Planetary observers work endlessly to improve the definition of telescopic images of the Moon and planets. While using filters will not eliminate optical defects in the telescope they will help improve image definition even in a bad system.

IMAGE definition in a telescope is dependent upon resolving power, contrast, and sharpness. Resolving power is primarily a function of aperture; however, optical quality, collimation, tube currents, etc., can have great effects. IMAGE sharpness is a factor of "astronomical seeing," atmospheric scattering, irradiation in the eye, and the condition of observer's eye. Contrast is the difference in brightness between areas of an image. Each of these factors can be improved upon by the use of color filters at the telescope.

The Moon and some planets are brighter than deep sky objects and surface details are often lost in the glare. Filters cut down the intensity of the brighter planets and increase the contrast of the features in the process. For example, the Moon is very bright, so, a neutral density filter used in conjunction with a green filter or "Moon" filter will cut down the tremendous glare and greatly increase contrast in Lunar surface details.

In addition to image contrast, color contrast is important to the planetary observer. Differences in color hues between features on a planet can lead to strange perceptions and confusion about true nature of the planet in study. This is primarily a function of the human eye; however, some optical systems with chromatic aberrations shift certain colors too. To help explain this we must look at some of the properties of the human eye and how we perceive colors. Color Contrast is affected by sharpness of boundaries and by differences in color and shade.

SOME EFFECT OF COLORS IN THE HUMAN EYE

The human eye contains two light sensing elements or nerve ends: cones and rods. Rods respond to different intensities of light and not to color stimuli. Three types of color sensations are produced by a composite response of red, green, and blue color-sensitive cones. The smaller cones are 0.0015 mm in diameter and are called fovea. In order to stimulate two cone nerve ends the subtended diameter of the light beam has to be larger than 12.4 seconds of arc.  The eye is sensitive to wavelengths ranging from deep violet 390 nanometers (nm) to 710nm (deep red). Maximum sensitivity is around 550nm at normal illumination. With decreasing light levels this sensitivity shifts toward the blue. Cones do not function at light levels below 0.03-candle power per square meter (cd/m²):

Scotcptic (night) vision and photoptic vision (below 0.03 cd/m² ) are subject to Purkinje effect, which causes objects to appear bluer to us in very low light conditions.
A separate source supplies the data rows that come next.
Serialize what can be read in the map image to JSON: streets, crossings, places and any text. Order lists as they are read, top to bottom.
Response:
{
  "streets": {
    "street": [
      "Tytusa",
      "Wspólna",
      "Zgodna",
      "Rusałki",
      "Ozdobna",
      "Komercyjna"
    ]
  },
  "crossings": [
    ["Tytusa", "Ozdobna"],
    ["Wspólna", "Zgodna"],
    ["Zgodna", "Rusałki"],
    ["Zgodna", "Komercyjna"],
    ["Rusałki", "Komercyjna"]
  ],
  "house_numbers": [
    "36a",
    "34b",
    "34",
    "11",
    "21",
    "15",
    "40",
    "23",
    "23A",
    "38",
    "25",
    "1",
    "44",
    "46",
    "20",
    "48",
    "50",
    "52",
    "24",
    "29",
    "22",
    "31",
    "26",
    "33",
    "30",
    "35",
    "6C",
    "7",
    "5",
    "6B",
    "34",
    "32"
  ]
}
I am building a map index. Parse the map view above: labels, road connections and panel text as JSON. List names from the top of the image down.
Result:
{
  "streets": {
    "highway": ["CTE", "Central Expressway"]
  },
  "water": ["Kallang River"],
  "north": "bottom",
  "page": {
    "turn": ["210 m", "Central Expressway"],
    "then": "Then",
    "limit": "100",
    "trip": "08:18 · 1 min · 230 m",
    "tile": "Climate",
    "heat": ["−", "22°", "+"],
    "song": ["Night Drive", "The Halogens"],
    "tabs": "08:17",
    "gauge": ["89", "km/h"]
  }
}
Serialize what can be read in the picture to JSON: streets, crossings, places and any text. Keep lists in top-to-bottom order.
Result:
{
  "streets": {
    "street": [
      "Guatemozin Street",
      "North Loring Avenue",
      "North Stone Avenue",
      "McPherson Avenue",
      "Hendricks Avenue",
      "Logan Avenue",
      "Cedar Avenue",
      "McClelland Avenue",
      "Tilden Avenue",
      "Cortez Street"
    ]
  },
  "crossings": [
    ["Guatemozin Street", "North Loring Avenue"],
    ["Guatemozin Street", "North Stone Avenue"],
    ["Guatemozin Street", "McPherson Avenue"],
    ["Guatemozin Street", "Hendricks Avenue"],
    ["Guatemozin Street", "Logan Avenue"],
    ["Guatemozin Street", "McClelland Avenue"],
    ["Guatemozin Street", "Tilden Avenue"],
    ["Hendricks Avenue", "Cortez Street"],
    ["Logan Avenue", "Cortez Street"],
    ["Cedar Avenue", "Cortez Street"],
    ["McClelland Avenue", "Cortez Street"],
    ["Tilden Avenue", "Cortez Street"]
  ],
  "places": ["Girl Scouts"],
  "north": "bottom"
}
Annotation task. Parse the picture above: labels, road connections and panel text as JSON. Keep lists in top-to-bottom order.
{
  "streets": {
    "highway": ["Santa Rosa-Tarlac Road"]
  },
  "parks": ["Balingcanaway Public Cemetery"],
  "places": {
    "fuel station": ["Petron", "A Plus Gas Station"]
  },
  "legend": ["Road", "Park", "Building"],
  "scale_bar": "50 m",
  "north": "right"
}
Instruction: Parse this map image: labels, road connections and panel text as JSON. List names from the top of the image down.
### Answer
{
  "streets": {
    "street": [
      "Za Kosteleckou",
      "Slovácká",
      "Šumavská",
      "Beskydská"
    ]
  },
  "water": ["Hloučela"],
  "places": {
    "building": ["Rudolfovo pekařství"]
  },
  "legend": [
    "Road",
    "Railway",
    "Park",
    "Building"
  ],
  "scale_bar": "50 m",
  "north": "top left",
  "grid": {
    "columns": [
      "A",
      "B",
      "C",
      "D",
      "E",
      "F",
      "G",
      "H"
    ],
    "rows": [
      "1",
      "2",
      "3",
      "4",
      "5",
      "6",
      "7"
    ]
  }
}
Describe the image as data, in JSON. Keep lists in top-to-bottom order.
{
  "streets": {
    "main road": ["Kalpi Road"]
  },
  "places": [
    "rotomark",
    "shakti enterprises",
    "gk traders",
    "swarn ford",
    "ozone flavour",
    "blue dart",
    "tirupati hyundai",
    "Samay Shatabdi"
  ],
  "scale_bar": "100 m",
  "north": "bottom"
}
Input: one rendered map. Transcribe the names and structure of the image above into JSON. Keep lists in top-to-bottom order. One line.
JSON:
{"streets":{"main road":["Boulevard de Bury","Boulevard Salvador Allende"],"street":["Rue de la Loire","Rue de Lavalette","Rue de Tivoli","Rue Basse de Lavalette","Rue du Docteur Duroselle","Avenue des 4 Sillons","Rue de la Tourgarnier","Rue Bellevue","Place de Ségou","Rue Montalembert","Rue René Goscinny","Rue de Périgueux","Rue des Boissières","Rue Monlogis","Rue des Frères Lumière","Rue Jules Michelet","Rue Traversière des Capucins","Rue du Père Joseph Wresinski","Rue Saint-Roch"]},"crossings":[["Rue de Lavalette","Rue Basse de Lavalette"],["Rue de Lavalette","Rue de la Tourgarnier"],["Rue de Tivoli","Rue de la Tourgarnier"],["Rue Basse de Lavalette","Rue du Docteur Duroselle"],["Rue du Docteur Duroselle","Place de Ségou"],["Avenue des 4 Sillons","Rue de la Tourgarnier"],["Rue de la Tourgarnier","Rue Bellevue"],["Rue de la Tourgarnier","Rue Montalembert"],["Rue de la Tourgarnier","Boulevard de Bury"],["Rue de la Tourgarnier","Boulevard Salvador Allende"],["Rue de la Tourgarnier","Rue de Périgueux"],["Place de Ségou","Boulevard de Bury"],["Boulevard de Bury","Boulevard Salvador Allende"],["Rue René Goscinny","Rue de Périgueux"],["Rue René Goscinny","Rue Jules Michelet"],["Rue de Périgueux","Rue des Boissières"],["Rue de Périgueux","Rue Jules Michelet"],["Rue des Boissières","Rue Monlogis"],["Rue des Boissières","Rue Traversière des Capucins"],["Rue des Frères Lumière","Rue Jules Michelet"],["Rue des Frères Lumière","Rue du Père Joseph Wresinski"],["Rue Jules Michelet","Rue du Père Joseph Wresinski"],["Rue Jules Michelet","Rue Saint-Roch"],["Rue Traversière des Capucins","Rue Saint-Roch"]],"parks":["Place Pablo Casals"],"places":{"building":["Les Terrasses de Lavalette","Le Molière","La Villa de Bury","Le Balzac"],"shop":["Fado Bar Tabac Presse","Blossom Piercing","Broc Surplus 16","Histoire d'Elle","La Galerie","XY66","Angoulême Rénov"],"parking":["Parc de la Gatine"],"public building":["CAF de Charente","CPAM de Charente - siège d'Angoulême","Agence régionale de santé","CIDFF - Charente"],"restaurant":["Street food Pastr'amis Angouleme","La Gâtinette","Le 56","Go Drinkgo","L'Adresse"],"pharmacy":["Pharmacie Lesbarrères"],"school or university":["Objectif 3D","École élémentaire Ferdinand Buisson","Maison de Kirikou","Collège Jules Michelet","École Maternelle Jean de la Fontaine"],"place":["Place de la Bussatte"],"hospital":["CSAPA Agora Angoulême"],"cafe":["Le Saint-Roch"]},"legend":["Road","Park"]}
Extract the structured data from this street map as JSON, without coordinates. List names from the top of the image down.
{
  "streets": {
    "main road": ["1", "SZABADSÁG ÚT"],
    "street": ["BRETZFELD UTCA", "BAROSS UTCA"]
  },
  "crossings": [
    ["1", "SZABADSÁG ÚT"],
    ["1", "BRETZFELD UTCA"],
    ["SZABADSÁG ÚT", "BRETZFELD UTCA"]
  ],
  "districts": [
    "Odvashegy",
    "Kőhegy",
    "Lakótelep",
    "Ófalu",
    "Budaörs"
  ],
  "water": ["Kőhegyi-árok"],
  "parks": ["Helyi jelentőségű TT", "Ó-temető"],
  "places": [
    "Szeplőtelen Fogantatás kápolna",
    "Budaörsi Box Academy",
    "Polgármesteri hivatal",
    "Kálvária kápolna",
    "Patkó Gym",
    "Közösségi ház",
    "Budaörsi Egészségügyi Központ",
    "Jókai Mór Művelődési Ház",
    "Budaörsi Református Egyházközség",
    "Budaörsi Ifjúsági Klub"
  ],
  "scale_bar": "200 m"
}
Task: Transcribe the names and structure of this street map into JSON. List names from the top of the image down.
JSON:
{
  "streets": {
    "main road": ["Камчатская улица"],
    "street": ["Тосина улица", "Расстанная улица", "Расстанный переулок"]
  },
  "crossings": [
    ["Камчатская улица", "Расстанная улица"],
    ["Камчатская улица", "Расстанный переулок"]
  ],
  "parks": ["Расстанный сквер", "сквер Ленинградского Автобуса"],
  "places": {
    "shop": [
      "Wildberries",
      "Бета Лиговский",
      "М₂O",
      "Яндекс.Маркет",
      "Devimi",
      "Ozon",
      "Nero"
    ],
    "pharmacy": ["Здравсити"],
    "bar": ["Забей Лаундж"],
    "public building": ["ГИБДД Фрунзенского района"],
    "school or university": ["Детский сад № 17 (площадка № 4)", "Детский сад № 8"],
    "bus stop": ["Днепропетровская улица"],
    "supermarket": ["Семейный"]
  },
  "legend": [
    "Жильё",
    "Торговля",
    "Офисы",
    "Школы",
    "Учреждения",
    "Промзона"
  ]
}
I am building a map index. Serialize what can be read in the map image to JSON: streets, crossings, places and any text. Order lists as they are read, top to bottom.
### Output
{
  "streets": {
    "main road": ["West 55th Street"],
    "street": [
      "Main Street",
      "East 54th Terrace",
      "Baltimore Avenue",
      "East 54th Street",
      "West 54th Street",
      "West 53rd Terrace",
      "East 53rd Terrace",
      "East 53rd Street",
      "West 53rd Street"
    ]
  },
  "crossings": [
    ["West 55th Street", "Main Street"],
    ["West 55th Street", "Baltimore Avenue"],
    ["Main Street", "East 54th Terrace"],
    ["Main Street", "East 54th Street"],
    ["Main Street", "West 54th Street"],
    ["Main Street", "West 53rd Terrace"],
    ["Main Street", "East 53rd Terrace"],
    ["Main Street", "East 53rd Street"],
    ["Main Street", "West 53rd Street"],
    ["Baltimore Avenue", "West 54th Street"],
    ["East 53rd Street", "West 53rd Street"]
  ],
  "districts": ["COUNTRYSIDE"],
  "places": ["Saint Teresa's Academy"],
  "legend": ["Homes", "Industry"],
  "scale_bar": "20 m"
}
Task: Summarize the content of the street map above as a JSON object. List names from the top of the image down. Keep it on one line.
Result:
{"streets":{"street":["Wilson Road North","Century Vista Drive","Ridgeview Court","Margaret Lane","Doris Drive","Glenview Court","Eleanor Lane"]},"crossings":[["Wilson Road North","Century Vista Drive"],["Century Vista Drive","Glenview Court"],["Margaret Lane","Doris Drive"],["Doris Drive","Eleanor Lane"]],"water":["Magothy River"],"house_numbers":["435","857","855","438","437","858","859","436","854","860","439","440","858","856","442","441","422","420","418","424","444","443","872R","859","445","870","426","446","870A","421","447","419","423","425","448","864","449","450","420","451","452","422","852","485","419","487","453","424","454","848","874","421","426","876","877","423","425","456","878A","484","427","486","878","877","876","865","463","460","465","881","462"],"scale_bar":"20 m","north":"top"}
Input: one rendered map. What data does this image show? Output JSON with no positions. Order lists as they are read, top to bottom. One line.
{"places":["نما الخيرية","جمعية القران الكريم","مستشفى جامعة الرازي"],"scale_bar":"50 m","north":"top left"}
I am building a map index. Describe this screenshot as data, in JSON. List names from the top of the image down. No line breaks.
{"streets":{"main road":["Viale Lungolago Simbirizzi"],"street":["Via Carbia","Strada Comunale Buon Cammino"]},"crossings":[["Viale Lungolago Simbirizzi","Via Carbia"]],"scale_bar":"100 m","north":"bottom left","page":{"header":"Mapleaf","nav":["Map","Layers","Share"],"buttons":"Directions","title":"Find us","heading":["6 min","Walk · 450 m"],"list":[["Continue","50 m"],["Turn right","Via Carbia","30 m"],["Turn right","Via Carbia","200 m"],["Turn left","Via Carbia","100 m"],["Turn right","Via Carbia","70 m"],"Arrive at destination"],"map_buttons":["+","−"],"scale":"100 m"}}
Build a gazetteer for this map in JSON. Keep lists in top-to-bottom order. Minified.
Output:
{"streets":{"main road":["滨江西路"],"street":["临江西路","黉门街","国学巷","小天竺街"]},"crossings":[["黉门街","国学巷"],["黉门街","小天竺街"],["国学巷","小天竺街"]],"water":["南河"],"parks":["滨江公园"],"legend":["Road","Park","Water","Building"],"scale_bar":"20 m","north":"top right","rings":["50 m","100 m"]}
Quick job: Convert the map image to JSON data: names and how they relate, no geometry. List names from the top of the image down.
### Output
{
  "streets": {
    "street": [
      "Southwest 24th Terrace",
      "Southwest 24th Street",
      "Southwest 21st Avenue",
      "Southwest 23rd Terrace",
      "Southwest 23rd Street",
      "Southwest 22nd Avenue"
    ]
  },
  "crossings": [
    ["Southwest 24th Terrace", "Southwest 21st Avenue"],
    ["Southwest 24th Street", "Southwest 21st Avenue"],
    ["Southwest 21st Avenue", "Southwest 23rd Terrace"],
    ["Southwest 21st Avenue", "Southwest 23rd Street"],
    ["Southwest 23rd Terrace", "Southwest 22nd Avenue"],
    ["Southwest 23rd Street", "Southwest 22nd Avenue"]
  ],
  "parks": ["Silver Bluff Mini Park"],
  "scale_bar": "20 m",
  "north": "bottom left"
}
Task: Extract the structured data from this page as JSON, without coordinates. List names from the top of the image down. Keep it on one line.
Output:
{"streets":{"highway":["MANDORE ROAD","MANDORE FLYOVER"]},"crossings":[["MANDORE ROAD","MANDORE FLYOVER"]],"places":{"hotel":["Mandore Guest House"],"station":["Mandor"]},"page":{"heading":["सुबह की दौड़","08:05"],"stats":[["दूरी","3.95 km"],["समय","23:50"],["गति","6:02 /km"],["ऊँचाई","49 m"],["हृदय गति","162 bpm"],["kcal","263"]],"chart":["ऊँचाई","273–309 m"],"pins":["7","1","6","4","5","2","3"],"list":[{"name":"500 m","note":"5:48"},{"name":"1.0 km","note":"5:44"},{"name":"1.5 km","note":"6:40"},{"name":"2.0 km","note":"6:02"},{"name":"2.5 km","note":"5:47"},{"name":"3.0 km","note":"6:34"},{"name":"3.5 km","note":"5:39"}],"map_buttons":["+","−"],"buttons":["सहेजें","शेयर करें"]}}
In some lighting conditions yellow-green or reddish-orange objects appear more yellow than they really are. The size, or angular extent, of the object may even effect our color perception, i.e., very small reddish features on Mars may appear gray or blue-green. Brightness ranges from 0.5 to 50 cd/m², above the Purkinje effect, referred to as the Bezold-Brucke phenomenon. This renders red, yellow, green, and blue light to remain the same hue, with decreasing intensities the yellow- greens colors begin to look more yellow and violet and blue-green appear bluer. At high surface brightness colors tend to lose saturation. While increasing the angular extent of an object colors begin to increase in saturation, especially with violet, blue, and green.

While increasing the angular extent of an object colors begin to increase saturation, especially with violet, blue, and green. Tritanomalous vision is when violet and yellow-green colors begin to appear gray and other colors look more reddish- orange or blue-green [Dobbins et al, 1987].

If we consider the color of Mars is predominately RED, with a mix of features displaying dark gray-orange and brown hues, it becomes interesting when attempting to describe Martian dust clouds as "yellow." When we observe bright Mars against the dark nighttime sky, the planet's color hues are often perceived as complementary to the dark background sky. This effect is known as "simultaneous contrast" [Hartmann, 1989].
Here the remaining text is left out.